Are You At A Career Crossroads?
Whether you are the leader of a large corporate sales team or an individual contributor and indeed everything inbetween, we face decisions as to which direction we need to head on a daily basis. Often utterly insignificant. Coffee or tea? Chips or salad? But more often than not we face tough choices that will be the difference between success and failure. These are the critical decisions we have to make. Do I hire the high energy sales beast or the steady Eddie? Do I offer a discount or stick to my pricing? Do I raise that issue with my boss or just ignore it?
However, some of the real tough choices appear when it comes to dealing with people. Its not surprising though. When you face the difficult choice to let someone go from your organisation, sales leaders will often agonise for weeks and sometimes months as whether they should let that person go. They like them. Even worse, they are friends and will attend each others BBQ's! But they're just not hitting their quota and you have no choice. The procrastination simply makes the situation worse. The window of opportunity to upskill them with training has gone and you just have to fire them and start again.

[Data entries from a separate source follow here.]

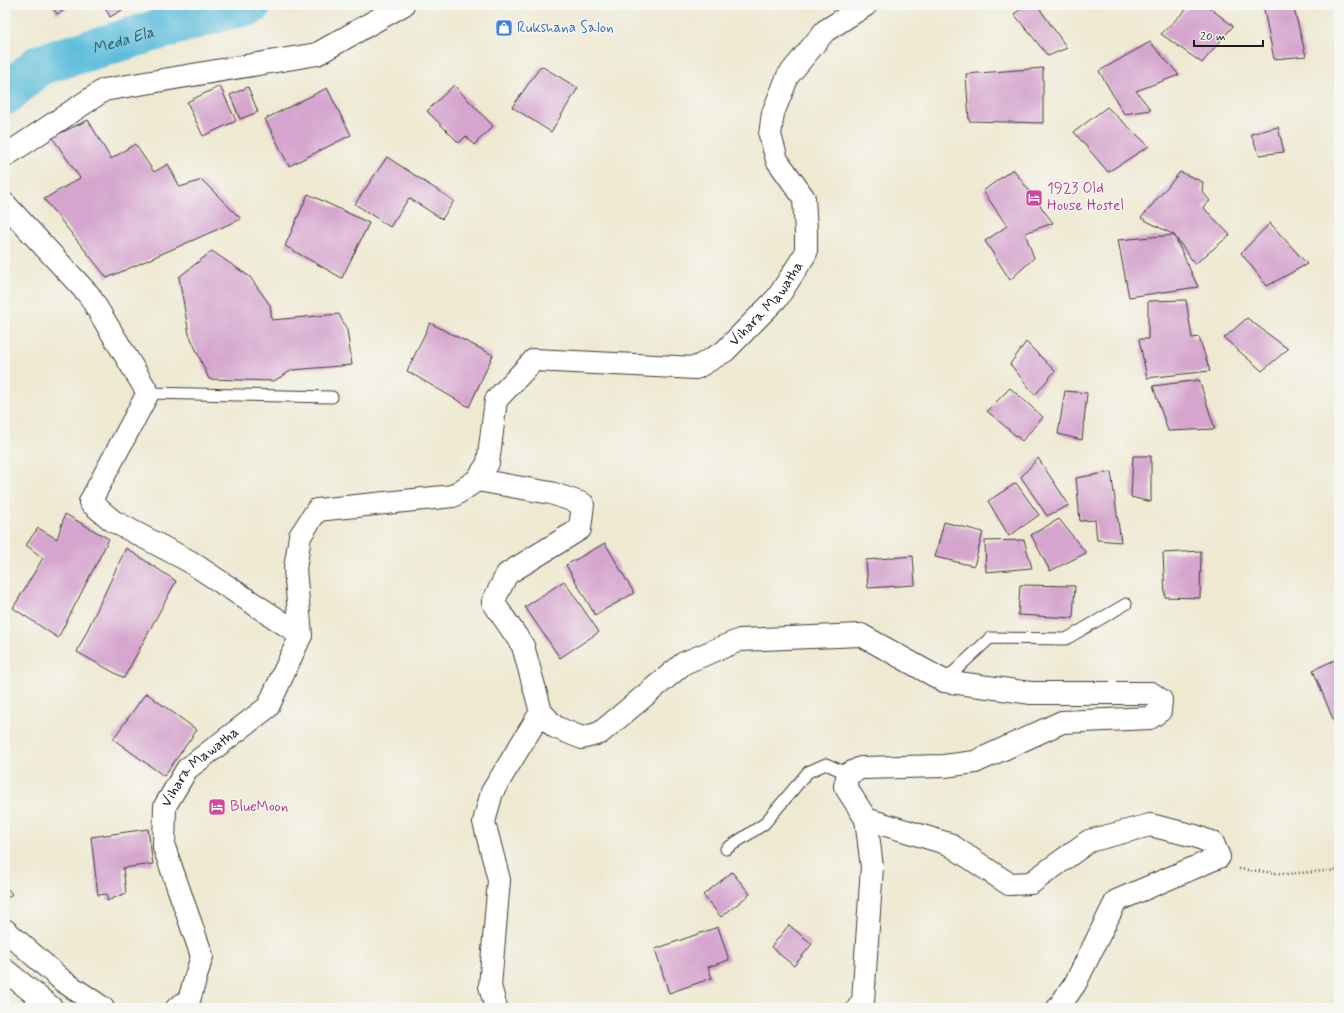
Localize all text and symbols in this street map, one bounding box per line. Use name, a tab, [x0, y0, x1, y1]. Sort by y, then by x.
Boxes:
shop icon: Rukshana Salon	[494, 18, 514, 38]
place label: Rukshana Salon	[517, 18, 614, 38]
water label: Meda Ela	[90, 21, 157, 59]
scale bar	[1194, 22, 1263, 48]
text: 20 m	[1200, 29, 1226, 45]
place label: 1923 Old House Hostel	[1047, 179, 1124, 216]
hotel icon: 1923 Old House Hostel	[1024, 188, 1044, 208]
street label: Vihara Mawatha	[725, 257, 808, 351]
street label: Vihara Mawatha	[156, 722, 244, 811]
hotel icon: BlueMoon	[207, 797, 227, 817]
place label: BlueMoon	[230, 797, 288, 817]

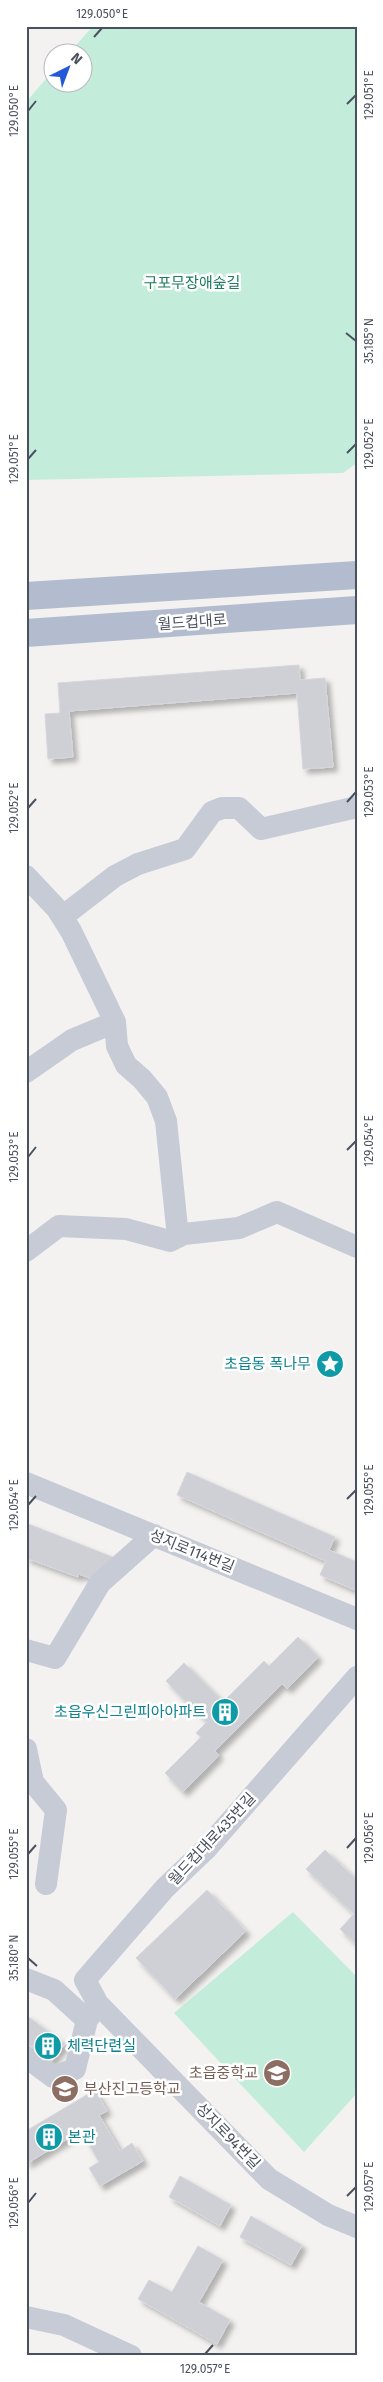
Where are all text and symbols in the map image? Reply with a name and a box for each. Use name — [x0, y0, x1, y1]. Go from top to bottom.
text: 129.050°E — [76, 7, 128, 21]
north arrow — [42, 42, 92, 92]
text: N — [67, 49, 86, 68]
text: 129.051°E — [362, 70, 376, 120]
text: 129.050°E — [7, 85, 21, 137]
park label: 구포무장애숲길 — [144, 274, 240, 292]
text: 35.185°N — [362, 318, 376, 364]
text: 129.052°E — [362, 418, 376, 470]
text: 129.051°E — [7, 434, 21, 484]
street label: 월드컵대로 — [157, 611, 227, 633]
text: 129.053°E — [362, 766, 376, 818]
text: 129.052°E — [7, 782, 21, 834]
text: 129.054°E — [362, 1115, 376, 1167]
text: 129.053°E — [7, 1131, 21, 1183]
place icon: 초읍동 폭나무 — [315, 1349, 345, 1379]
place label: 초읍동 폭나무 — [224, 1355, 311, 1373]
text: 129.055°E — [362, 1464, 376, 1516]
text: 129.054°E — [7, 1479, 21, 1531]
street label: 성지로114번길 — [147, 1526, 237, 1576]
building icon: 초읍우신그린피아아파트 — [210, 1697, 240, 1727]
place label: 초읍우신그린피아아파트 — [54, 1703, 206, 1721]
street label: 월드컵대로435번길 — [165, 1789, 259, 1889]
text: 129.056°E — [362, 1812, 376, 1864]
text: 129.055°E — [7, 1828, 21, 1880]
text: 35.180°N — [7, 1935, 21, 1981]
building icon: 체력단련실 — [33, 2031, 63, 2061]
place label: 체력단련실 — [67, 2037, 136, 2055]
school or university icon: 초읍중학교 — [262, 2058, 292, 2088]
place label: 초읍중학교 — [189, 2064, 258, 2082]
school or university icon: 부산진고등학교 — [50, 2074, 80, 2104]
place label: 부산진고등학교 — [84, 2080, 181, 2098]
street label: 성지로94번길 — [192, 2099, 264, 2173]
building icon: 본관 — [34, 2122, 64, 2152]
place label: 본관 — [68, 2128, 96, 2146]
text: 129.057°E — [362, 2162, 376, 2212]
text: 129.056°E — [7, 2177, 21, 2229]
text: 129.057°E — [180, 2362, 230, 2376]

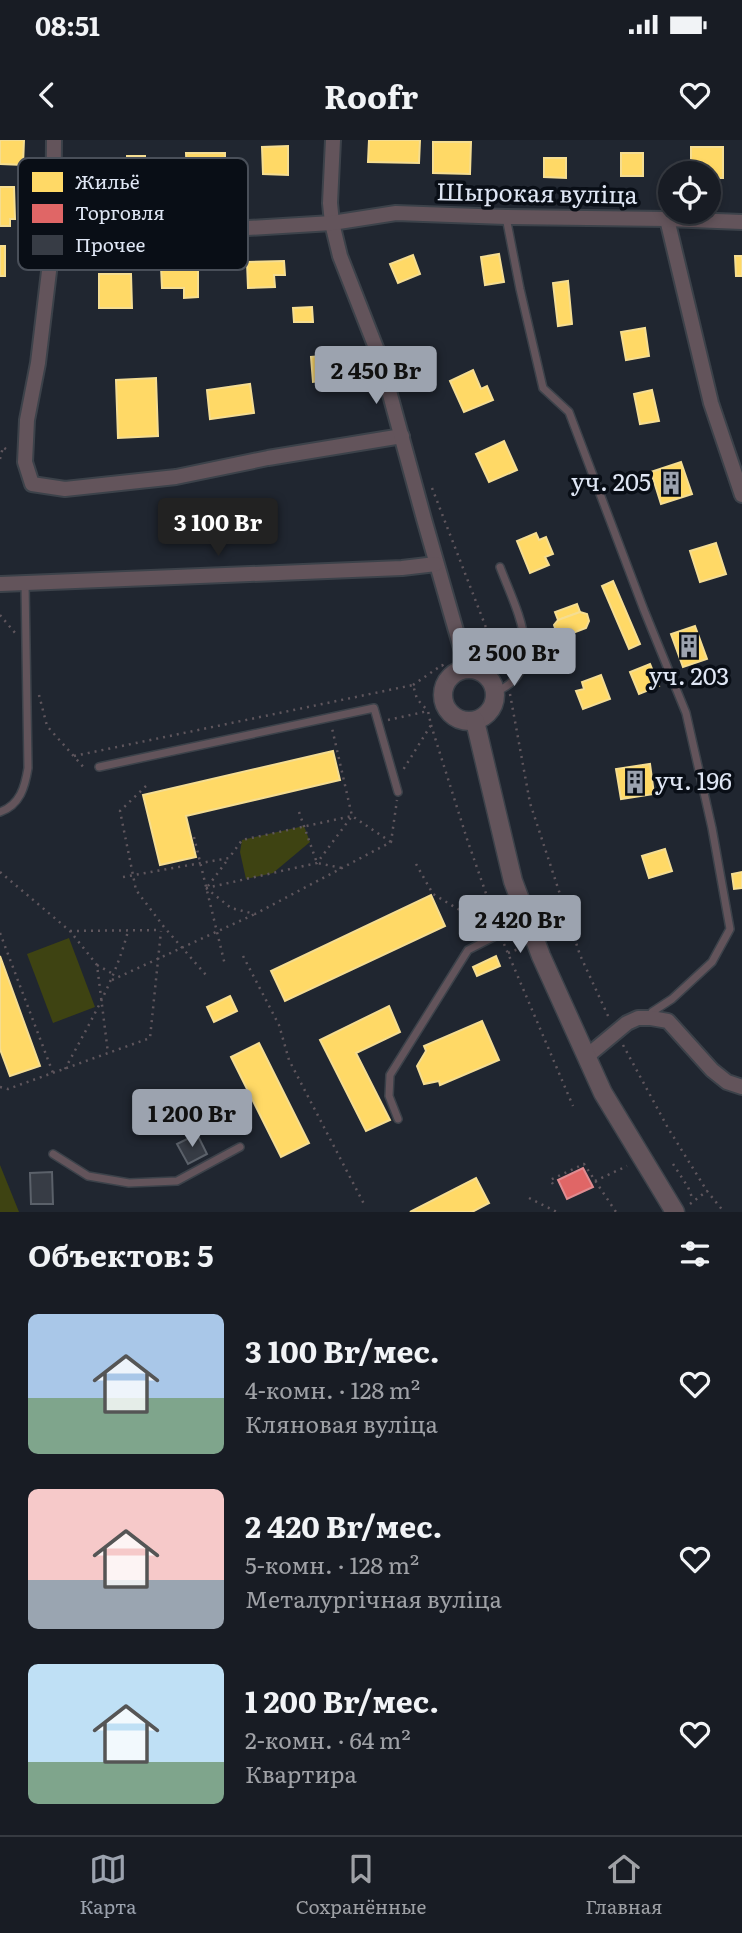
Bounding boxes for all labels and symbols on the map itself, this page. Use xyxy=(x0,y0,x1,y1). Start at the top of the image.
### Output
legend xyxy=(18,158,248,270)
text: Жильё xyxy=(75,167,140,195)
street label: Шырокая вуліца xyxy=(436,172,638,211)
text: Торговля xyxy=(75,198,165,226)
text: Прочее xyxy=(75,230,145,258)
pin: 2 450 Br xyxy=(304,346,448,406)
place label: уч. 205 xyxy=(571,463,651,498)
building icon: уч. 205 xyxy=(657,469,685,497)
pin: 3 100 Br xyxy=(146,498,290,558)
pin: 2 500 Br xyxy=(442,629,586,688)
building icon: уч. 203 xyxy=(675,632,703,660)
place label: уч. 203 xyxy=(649,657,729,692)
place label: уч. 196 xyxy=(655,762,732,797)
building icon: уч. 196 xyxy=(621,768,649,796)
pin: 2 420 Br xyxy=(448,896,592,955)
pin: 1 200 Br xyxy=(120,1090,264,1149)

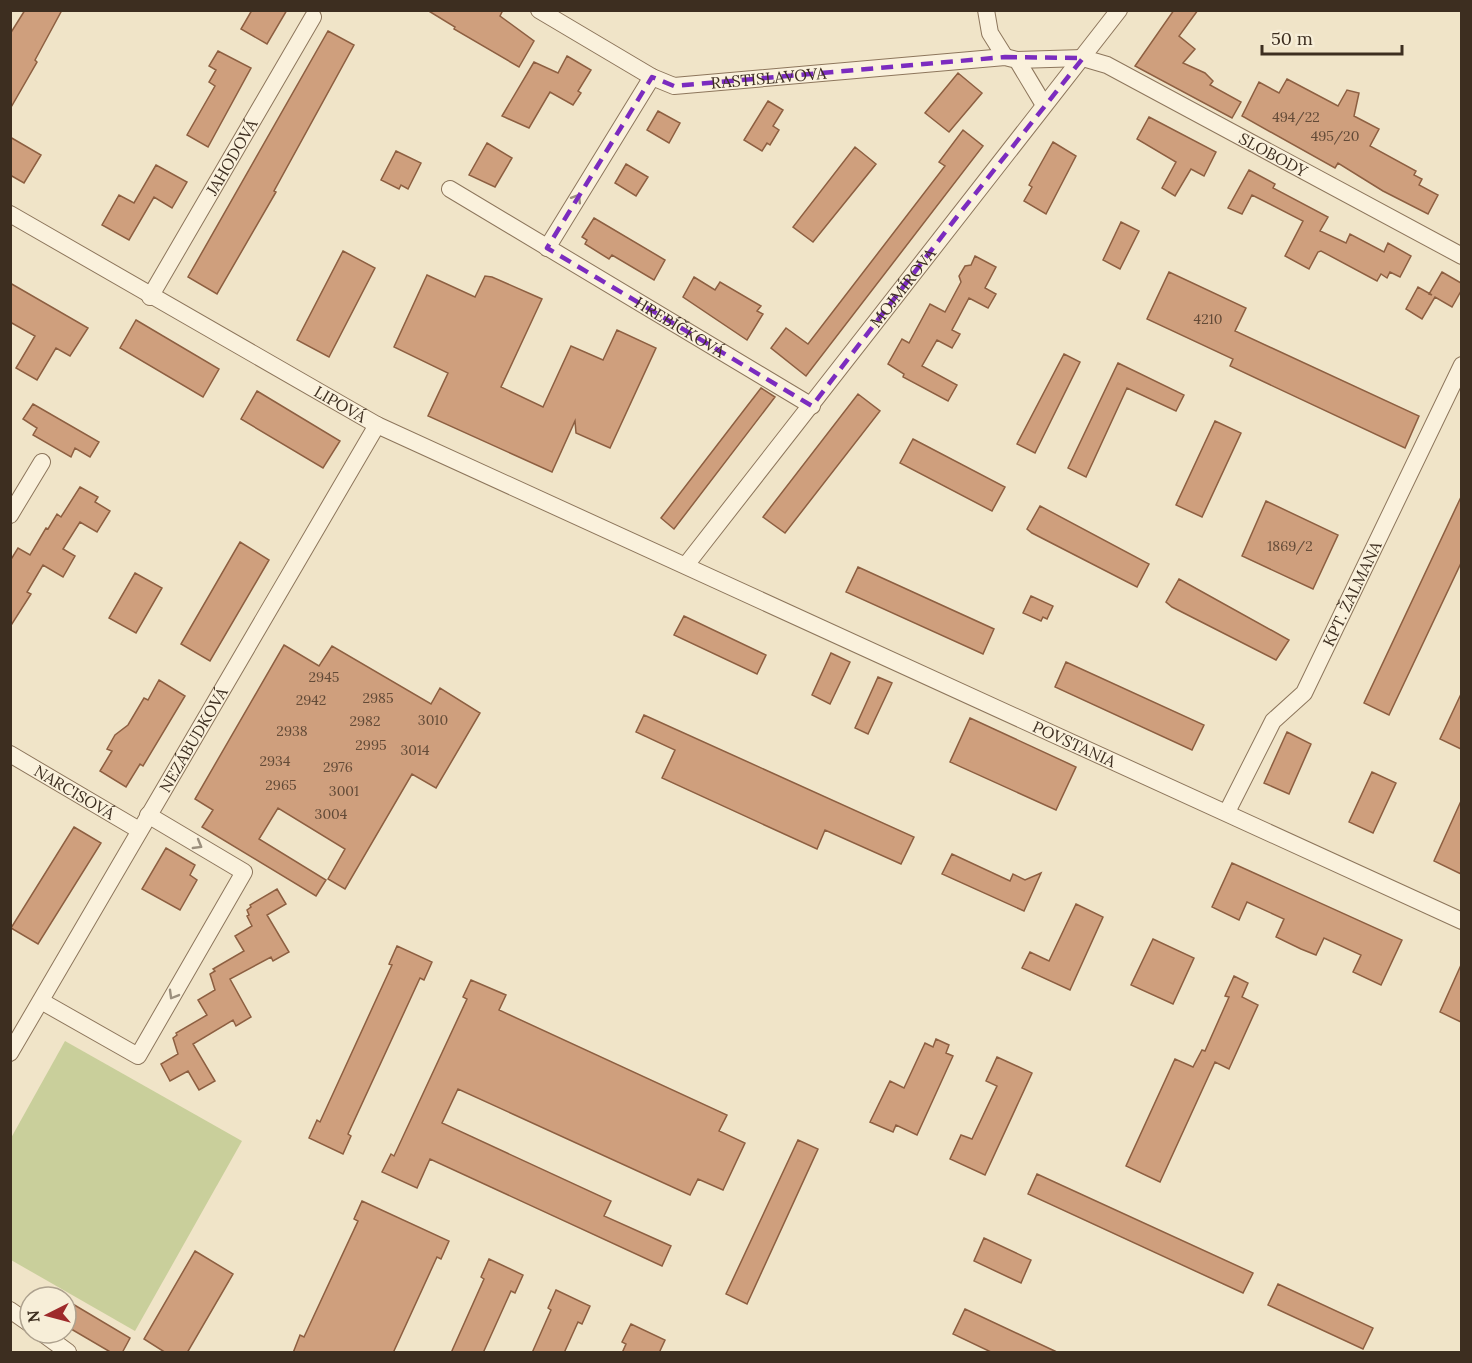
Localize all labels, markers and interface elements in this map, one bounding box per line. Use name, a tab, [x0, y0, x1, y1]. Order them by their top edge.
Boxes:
scale bar	[1262, 18, 1402, 56]
text: 50 m	[1271, 27, 1313, 50]
street label: RASTISLAVOVA	[710, 63, 828, 93]
house number: 494/22	[1272, 108, 1320, 126]
street label: JAHODOVÁ	[201, 115, 262, 199]
house number: 495/20	[1311, 127, 1359, 145]
street label: SLOBODY	[1236, 128, 1312, 181]
one-way arrow	[570, 194, 582, 204]
street label: MOJMÍROVA	[865, 243, 940, 331]
street label: HREBÍČKOVÁ	[631, 292, 729, 362]
house number: 4210	[1194, 310, 1222, 328]
street label: LIPOVÁ	[311, 381, 371, 427]
house number: 1869/2	[1267, 537, 1313, 555]
street label: KPT. ŽALMANA	[1318, 537, 1386, 649]
house number: 2945	[309, 668, 339, 686]
street label: NEZÁBUDKOVÁ	[155, 683, 232, 796]
house number: 2985	[362, 689, 394, 707]
house number: 2942	[296, 691, 326, 709]
house number: 3010	[418, 711, 448, 729]
house number: 2982	[350, 712, 381, 730]
street label: POVSTANIA	[1030, 716, 1120, 772]
house number: 2938	[276, 722, 308, 740]
house number: 2995	[355, 736, 387, 754]
house number: 3014	[400, 741, 430, 759]
house number: 2934	[260, 752, 291, 770]
house number: 2976	[323, 758, 353, 776]
street label: NARCISOVÁ	[31, 761, 119, 824]
house number: 2965	[265, 776, 297, 794]
house number: 3001	[329, 782, 359, 800]
house number: 3004	[315, 805, 348, 823]
one-way arrow	[192, 838, 202, 849]
one-way arrow	[169, 989, 180, 999]
north arrow	[18, 1285, 78, 1345]
text: N	[22, 1309, 44, 1324]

On the other end of the scale you may have to make that decsion to leave your current role and take that great offer at another company. Its more money and a bigger organisation but you will be leaving your friends, a comfortable job and a pretty good boss. You know its a great opportunity that will help you grow in your career but dont want to let go of what you have. Decisions!
In a recent survey (SiriusDecisions) of Global Sales Leaders it was reported that fewer than 70% of salespeople were hitting quota in 70% of organisations surveyed. And on top of this 71% of sales leaders didnt believe that their sales people could accurately articulate their proposition in business terms to their prospects! Its no wonder we all have critical decsions to make!
In truth, the majority of these decsions will boil down to 2 areas. The recruitment of key talent and the management of talent once they have been hired. Get these areas wrong and the domino effect of tough decisions starts. Whether you choose the wrong company or hire the wrong candidate, this wrong decision is a long and often lonely road. The failure to grasp why its not working means an inevitable missed target quota potentially blowing a team quota, lost revenue, lost bonus, kudos missed and your standing in the company severely dented.
That is why it is so critical to get the hiring process right before it takes place. Fail to plan and you plan to fail as the saying goes. Ensure that the scope of the role, reporting, training, on boarding, culture fit are all understood with an agreed interview process set. Get your panel of interviewers set and ensure that they are trained, briefed and fully understand what they are interviewing the candidates for. Interview carefully and complete the process quickly will ensure that you hire the best qualified candidate for the role.
But that is only part of the success criteria. Training once they are on board is critical. Product training, company on boarding and above all on going sales training. Make sure there are set points through the first year and beyond so you can check in with the candidate as to progress. Are they fitting in? Do they fully understand the workings of the business? Pairing new candidates with people in the business who can aid them in that journey will reaally help (both parties) and having a great mentoring programme also ensures success.